Michael O'Neill, hired two months ago to become chief executive of Barclays PLC, bowed out Tuesday for health reasons before starting on the job.
The move forced one of the United Kingdom's largest banking companies to resume its search for a chief executive.
Mr. O'Neill, a former vice president of BankAmerica Corp., was appointed Feb. 11 to succeed Martin Taylor, who left in November.
Mr. O'Neill's departure left questions about Barclays' strategic initiatives and reignited a round of merger speculation. Barclays' shares surged 2.5% Tuesday.
Mr. O'Neill, 53, resigned after Barclays' doctors confirmed Monday that he had a heart condition that would make him unable to hold a stressful position. U.S. doctors discovered the condition after Mr. O'Neill suffered a blackout in early April while recuperating from a bout of influenza.
"This is very sad," said Paul Barber, director of communications of Barclays' retail division. "After a worldwide search, he was our first choice."
Mr. O'Neill "had vast experience in international banking, had worked in major banking corporations all over the world," Mr. Barber said. "He had a good understanding of Barclays. But most importantly he was passionate about taking this position.
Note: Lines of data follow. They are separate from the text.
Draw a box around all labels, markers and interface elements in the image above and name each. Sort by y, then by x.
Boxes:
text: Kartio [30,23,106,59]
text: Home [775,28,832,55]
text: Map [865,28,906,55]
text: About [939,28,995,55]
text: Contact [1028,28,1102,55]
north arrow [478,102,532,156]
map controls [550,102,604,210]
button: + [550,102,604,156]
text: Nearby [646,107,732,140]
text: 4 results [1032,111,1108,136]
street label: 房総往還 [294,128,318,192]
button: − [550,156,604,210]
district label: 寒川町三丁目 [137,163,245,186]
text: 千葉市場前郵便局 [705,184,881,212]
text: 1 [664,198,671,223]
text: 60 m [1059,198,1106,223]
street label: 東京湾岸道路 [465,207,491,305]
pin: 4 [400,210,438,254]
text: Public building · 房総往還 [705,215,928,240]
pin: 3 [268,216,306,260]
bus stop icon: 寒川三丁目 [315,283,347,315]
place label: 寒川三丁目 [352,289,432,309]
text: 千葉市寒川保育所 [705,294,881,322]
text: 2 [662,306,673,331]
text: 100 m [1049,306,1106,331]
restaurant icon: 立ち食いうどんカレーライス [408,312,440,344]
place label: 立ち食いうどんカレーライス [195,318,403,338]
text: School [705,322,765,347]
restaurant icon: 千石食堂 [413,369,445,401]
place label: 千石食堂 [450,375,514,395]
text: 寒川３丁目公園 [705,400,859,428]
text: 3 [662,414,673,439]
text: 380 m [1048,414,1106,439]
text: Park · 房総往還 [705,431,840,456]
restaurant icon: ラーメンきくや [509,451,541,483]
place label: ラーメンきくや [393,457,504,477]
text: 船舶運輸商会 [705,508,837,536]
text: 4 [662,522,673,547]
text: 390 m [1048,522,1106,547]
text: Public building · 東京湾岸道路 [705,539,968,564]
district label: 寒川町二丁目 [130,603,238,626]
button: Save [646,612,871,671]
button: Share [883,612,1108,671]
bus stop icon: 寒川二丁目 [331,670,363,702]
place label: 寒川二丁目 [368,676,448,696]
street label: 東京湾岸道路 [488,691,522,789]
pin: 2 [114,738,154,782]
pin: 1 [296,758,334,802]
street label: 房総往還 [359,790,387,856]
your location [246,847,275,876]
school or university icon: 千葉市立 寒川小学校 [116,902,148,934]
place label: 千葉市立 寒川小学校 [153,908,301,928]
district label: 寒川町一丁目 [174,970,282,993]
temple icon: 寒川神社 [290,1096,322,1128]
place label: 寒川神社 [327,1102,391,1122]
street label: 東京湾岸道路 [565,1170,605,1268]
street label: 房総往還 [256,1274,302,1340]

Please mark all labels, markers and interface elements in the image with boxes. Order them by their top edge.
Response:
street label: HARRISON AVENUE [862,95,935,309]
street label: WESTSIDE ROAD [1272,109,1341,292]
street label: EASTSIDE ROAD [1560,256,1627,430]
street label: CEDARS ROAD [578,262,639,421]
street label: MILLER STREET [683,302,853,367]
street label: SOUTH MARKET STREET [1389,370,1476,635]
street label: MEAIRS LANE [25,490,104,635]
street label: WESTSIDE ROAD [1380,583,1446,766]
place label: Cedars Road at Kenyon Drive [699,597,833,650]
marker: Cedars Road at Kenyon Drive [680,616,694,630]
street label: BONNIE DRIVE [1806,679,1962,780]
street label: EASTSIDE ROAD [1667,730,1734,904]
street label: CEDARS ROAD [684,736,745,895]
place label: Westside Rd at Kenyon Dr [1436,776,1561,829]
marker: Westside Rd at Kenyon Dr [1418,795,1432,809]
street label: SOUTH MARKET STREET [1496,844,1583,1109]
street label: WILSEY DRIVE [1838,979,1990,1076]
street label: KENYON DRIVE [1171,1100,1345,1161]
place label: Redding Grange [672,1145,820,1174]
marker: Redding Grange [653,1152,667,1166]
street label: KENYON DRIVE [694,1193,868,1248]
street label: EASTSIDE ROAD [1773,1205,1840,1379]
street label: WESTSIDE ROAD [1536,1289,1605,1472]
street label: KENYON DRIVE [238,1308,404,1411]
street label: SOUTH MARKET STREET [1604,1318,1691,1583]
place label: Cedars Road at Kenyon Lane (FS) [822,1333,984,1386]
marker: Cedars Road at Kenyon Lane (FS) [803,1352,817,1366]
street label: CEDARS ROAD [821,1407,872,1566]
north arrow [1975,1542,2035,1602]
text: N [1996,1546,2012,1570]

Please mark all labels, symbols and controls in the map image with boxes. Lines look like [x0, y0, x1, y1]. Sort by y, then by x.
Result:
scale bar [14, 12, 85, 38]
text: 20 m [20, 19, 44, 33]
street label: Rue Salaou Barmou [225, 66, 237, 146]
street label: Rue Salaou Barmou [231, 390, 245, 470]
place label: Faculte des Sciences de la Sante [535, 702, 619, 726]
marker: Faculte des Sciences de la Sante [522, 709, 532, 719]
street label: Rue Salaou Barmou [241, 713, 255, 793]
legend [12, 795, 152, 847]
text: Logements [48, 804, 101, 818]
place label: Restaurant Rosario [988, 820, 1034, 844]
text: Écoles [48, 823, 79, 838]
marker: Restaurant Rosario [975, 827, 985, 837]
The saddest part of this story is that this was his dream job, and now he can't fulfill it."
Described as the consummate "fix-it man," Mr. O'Neill was a vice president of BankAmerica, where he quickly resolved BankAmerica's troubled relationship with languishing hedge fund D.E. Shaw. Before BankAmerica merged with NationsBank Corp., he was chief financial officer. Before that he was chief financial officer of Continental Bank Corp. until it was acquired by BankAmerica in 1994.
"O'Neill was the guy who cleaned up the D.E. Shaw mess," said Raphael Soifer, a bank analyst at Brown Brothers, Harriman & Co. "He also helped rebuild Continental Bank. He's a solid citizen and improvement guy. That's why Barclays wanted him."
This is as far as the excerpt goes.